# What the exercise asks
Please return every line of the records that contains the word "府中中学校東門".

# Stored items
╭──

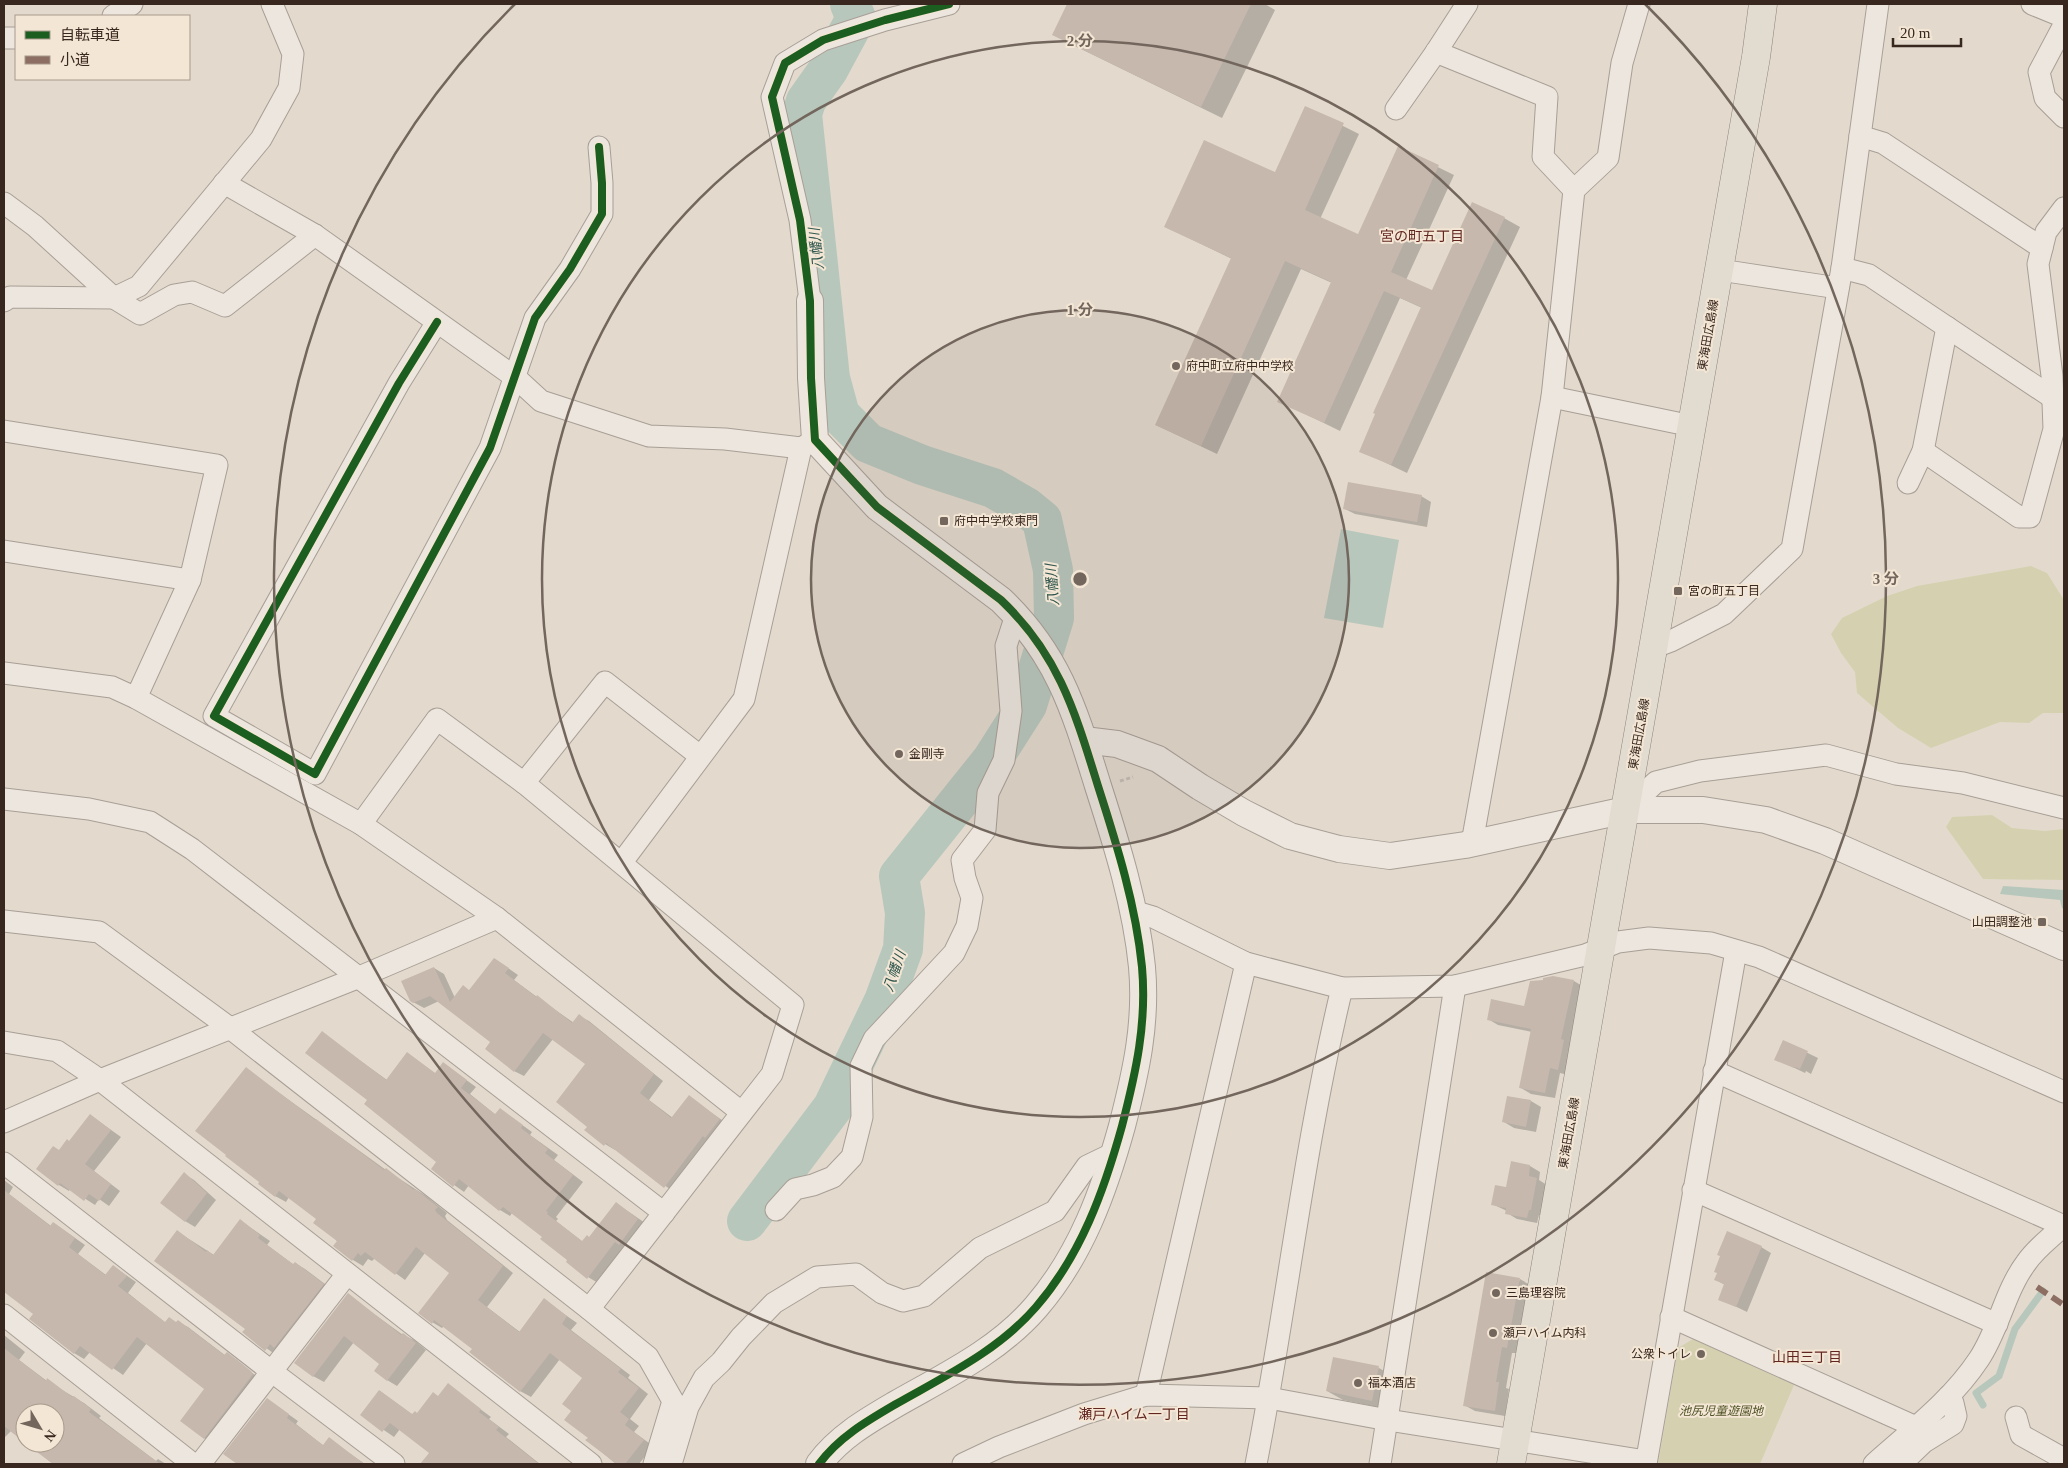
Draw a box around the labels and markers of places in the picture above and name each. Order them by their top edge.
place label: 府中町立府中中学校 [1186,359,1294,373]
marker: 府中町立府中中学校 [1170,360,1182,372]
place label: 府中中学校東門 [954,514,1038,528]
marker: 府中中学校東門 [938,515,950,527]
centre of rings [1071,570,1089,588]
place label: 宮の町五丁目 [1688,584,1760,598]
marker: 宮の町五丁目 [1672,585,1684,597]
place label: 金剛寺 [909,747,945,761]
marker: 金剛寺 [893,748,905,760]
place label: 山田調整池 [1972,915,2032,929]
marker: 山田調整池 [2036,916,2048,928]
place label: 三島理容院 [1506,1286,1566,1300]
marker: 三島理容院 [1490,1287,1502,1299]
place label: 瀬戸ハイム内科 [1503,1326,1587,1340]
marker: 瀬戸ハイム内科 [1487,1327,1499,1339]
place label: 公衆トイレ [1631,1347,1691,1361]
marker: 公衆トイレ [1695,1348,1707,1360]
place label: 福本酒店 [1368,1376,1416,1390]
marker: 福本酒店 [1352,1377,1364,1389]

╰──

# Output for this exercise
place label: 府中中学校東門 [954,514,1038,528]
marker: 府中中学校東門 [938,515,950,527]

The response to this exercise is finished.